As a self selling document, your resume must really highlight your key skills with a potential employer whether you’re applying for an internship or a job. The skills you include – and the way you include them – can make the difference between moving to the next step or landing in the discard pile. We always hear about technical and soft skills, but what does that mean and how should you present these skills on your resume? We will take a look in this article.
What are soft skills?
Non-technical skills or as everyone else calls them “soft skills” are those that can apply to many different jobs in any sector, because they are not specific to a particular role. General skills are related to personal traits or character that can be transferred to any position, such as teamwork, communication and problem solving. You will need to include non-technical skills on your resume so that recruiters can understand how you fit into the role and culture of the company.

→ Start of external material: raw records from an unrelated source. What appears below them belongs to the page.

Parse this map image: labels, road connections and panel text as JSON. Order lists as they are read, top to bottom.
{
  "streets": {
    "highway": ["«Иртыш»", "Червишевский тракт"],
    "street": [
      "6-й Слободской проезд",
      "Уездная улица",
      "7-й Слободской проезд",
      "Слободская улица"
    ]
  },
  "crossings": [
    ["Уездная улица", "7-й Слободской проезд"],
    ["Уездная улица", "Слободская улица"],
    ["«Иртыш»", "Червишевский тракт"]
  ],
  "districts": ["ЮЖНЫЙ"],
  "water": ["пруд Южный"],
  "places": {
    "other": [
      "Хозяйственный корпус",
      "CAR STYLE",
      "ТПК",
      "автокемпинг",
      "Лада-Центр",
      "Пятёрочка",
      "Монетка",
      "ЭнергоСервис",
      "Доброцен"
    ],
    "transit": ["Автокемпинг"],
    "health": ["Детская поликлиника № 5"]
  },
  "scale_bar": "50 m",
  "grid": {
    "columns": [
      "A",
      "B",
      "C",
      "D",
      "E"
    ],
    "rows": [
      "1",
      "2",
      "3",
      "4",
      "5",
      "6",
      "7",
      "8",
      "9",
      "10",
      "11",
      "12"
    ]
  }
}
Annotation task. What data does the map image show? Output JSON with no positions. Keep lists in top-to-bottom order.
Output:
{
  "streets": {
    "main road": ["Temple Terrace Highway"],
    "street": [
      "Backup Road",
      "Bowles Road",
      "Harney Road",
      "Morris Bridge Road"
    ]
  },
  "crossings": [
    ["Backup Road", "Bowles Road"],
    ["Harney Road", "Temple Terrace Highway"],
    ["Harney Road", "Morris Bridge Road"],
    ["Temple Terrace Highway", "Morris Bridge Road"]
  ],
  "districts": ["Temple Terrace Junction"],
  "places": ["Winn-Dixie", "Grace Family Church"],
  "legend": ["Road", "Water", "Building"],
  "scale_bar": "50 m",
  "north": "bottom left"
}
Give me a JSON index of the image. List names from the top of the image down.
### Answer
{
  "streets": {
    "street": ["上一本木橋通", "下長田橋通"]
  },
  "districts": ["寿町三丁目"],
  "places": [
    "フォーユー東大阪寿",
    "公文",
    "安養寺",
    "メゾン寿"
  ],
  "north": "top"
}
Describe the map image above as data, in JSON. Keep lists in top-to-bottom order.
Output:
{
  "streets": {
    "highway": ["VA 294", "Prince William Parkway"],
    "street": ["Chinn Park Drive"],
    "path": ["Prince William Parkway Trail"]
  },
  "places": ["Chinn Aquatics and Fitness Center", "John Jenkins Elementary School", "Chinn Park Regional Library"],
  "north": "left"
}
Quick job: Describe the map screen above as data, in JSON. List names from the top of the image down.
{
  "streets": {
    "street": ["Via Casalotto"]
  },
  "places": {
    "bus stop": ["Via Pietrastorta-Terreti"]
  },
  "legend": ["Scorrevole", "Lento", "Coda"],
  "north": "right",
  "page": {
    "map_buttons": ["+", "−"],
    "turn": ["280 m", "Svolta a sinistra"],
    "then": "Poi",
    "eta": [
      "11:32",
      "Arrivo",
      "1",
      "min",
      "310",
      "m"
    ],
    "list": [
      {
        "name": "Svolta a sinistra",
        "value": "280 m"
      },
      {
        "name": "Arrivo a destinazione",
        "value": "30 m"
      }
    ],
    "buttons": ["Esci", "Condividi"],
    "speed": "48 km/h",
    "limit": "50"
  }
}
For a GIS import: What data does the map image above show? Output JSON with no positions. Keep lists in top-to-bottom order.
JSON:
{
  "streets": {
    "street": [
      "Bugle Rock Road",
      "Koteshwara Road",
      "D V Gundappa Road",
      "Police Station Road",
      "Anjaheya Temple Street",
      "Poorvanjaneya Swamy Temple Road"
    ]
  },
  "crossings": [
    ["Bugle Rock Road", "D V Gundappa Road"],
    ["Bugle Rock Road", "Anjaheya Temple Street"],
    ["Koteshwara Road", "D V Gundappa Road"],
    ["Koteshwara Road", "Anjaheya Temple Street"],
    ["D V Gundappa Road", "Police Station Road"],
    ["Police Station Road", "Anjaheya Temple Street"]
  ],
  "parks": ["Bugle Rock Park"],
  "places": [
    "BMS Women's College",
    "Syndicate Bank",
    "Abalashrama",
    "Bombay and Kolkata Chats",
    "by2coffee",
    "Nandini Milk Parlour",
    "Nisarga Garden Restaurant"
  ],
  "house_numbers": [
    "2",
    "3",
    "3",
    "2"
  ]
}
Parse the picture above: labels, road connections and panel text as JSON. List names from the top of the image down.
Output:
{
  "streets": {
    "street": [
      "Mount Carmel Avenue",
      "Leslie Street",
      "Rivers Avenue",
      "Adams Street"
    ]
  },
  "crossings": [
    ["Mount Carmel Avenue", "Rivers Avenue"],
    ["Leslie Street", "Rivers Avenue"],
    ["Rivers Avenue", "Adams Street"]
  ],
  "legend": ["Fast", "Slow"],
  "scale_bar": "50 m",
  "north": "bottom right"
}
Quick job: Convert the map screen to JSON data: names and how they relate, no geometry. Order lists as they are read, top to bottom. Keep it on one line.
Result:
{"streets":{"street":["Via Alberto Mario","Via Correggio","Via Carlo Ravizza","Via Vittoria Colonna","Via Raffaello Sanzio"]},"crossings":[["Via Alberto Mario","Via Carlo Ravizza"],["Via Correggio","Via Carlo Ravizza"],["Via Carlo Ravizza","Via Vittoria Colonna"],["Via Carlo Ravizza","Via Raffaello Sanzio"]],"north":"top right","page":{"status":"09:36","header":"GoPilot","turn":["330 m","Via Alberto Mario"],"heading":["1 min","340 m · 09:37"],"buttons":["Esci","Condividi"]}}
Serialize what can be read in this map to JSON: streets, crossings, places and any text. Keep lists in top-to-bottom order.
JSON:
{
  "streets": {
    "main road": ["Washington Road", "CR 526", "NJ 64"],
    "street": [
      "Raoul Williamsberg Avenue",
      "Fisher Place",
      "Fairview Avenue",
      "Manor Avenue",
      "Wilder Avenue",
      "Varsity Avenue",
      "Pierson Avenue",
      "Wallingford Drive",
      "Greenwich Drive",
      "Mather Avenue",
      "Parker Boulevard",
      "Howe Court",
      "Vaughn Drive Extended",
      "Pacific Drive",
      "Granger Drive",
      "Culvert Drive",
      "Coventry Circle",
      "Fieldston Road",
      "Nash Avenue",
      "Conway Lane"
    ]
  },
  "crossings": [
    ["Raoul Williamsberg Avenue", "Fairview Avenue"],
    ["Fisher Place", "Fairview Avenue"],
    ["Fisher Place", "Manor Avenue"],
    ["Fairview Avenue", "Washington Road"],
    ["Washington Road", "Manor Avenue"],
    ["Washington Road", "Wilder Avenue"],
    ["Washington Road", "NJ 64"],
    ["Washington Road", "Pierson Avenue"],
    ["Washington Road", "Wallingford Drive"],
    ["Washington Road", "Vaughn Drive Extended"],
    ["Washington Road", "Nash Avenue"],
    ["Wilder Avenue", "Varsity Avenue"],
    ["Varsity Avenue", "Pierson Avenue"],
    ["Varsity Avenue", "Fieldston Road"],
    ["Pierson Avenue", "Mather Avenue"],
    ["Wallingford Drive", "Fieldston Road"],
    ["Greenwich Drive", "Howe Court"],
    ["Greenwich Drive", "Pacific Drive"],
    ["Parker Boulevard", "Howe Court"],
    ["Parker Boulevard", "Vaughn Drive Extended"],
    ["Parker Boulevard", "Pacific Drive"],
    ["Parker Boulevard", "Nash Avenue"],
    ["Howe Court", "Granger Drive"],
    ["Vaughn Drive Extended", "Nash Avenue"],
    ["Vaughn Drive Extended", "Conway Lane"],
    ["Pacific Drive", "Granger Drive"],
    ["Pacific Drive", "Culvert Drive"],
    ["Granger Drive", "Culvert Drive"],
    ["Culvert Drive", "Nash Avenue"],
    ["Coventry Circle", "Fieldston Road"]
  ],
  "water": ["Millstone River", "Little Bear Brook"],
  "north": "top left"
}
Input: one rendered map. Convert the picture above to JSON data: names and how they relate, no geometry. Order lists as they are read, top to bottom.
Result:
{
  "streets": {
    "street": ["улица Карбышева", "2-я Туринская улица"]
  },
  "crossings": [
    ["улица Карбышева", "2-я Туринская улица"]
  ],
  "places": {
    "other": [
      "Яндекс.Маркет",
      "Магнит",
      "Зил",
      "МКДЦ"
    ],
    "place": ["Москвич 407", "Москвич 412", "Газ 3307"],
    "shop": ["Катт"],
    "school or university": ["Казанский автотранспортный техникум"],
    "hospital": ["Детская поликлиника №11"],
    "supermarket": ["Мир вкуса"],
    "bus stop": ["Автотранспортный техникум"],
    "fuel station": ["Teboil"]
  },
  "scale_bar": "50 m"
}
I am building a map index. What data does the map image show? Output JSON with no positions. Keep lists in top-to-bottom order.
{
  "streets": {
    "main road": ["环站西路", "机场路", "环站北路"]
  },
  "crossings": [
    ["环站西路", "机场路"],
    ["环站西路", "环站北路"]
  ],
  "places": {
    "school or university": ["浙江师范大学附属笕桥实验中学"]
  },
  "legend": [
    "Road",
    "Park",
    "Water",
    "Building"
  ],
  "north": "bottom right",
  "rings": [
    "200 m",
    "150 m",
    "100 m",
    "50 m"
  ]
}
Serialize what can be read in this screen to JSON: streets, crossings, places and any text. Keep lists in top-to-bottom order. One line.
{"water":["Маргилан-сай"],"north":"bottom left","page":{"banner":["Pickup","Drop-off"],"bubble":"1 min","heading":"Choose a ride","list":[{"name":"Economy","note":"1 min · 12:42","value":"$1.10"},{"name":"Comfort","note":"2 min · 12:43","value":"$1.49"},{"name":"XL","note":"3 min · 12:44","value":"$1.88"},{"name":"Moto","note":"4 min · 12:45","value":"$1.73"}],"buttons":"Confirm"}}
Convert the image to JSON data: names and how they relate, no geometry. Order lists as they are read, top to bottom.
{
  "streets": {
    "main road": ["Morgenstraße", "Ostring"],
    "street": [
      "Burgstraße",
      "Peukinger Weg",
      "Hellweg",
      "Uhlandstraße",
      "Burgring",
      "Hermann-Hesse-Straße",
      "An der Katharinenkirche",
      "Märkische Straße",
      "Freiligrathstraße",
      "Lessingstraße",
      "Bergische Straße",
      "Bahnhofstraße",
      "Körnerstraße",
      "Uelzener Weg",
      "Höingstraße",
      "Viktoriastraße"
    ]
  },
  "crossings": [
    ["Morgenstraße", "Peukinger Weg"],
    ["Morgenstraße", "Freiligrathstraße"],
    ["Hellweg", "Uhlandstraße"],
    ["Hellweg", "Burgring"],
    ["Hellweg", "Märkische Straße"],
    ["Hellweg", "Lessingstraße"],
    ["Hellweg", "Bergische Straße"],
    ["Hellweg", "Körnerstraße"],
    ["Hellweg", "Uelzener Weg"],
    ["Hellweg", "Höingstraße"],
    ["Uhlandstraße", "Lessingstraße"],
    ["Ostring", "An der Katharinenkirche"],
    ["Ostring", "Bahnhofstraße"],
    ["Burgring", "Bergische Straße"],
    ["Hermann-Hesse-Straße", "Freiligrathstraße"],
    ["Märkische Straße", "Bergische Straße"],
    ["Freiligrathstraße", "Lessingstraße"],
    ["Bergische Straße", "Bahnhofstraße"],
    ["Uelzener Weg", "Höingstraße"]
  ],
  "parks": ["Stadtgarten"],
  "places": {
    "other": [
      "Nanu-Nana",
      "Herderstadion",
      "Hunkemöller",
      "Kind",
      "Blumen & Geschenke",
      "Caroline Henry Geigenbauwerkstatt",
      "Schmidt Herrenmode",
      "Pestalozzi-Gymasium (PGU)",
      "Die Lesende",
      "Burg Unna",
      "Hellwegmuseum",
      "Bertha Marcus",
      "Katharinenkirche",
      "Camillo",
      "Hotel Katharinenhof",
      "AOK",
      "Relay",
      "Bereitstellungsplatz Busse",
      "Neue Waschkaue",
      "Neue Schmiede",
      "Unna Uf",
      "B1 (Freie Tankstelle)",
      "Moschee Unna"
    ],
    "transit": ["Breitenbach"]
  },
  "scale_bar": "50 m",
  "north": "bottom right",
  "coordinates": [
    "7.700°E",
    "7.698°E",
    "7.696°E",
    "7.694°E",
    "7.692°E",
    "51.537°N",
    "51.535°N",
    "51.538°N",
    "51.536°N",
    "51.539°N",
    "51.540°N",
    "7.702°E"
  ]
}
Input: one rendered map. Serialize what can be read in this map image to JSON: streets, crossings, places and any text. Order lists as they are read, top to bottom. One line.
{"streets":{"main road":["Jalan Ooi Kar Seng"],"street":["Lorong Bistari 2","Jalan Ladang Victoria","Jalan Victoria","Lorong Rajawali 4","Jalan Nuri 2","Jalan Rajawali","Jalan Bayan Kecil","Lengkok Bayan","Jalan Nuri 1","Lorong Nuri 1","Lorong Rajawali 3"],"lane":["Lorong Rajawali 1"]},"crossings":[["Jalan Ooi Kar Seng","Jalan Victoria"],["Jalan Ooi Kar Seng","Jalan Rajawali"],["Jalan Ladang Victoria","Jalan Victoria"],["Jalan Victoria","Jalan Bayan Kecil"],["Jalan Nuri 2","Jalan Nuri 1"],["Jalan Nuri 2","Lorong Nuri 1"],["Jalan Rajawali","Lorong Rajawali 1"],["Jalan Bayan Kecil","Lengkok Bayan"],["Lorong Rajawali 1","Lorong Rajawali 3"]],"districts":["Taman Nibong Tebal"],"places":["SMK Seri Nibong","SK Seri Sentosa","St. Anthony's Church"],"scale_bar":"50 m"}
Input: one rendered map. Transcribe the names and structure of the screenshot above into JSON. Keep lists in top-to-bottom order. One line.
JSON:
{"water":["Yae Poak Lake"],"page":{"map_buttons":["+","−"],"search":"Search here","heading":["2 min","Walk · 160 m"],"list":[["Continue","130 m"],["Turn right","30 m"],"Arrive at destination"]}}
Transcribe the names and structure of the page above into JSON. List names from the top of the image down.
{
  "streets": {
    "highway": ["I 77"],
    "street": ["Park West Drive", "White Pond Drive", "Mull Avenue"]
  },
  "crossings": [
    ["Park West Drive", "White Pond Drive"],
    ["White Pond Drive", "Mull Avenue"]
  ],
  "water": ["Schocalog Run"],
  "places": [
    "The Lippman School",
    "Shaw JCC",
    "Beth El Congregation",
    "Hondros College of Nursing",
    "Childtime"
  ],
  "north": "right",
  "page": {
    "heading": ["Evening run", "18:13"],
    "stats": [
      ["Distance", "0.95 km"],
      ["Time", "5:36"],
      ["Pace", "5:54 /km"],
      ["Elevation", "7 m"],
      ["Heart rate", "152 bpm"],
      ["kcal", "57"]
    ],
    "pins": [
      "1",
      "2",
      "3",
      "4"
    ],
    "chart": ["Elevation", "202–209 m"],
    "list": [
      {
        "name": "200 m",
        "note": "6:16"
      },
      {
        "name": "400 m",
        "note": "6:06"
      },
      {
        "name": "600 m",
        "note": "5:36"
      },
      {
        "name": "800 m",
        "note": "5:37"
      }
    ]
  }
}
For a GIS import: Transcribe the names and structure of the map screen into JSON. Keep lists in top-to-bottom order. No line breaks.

What are the technical skills?
Technical skills or hard skills are job-specific and related to the knowledge or skills required to do so. For example: Data analysis, Budgeting or Computer Programming. Technical skills are generally not well transferred from one role or sector to another. They are essential to your resume because they allow a recruiter to see if you are able to play the role for which he is recruiting.
Soft skills VS technical skills?
“Which of these types of skills are the most important in my resume?”
It is generally easier to train a new recruit with technical skills than soft skills. Make sure your resume reflects the soft skills that will help you succeed in a role. That said, it is unlikely that you will get a job based on your non-technical skills only, so it is essential that your resume reaches the right balance. You will need to include both, but their proportion will vary depending on the roles for which you are applying.
A freelance developer, for example, will have to focus on his technical skills. It is important for him to prove that he has the needed knowledge to do the job well. Soft skills, such as public speaking and teamwork, are less important in this situation. On the other hand, a call center employee will have to focus on his communication skills as this is essential to his ability to do this job. He can be trained in product knowledge, so his CV should put more emphasis on the relevant non-technical skills.
Start by writing a list of the skills you need to do the job well, and then list those skills on your resume.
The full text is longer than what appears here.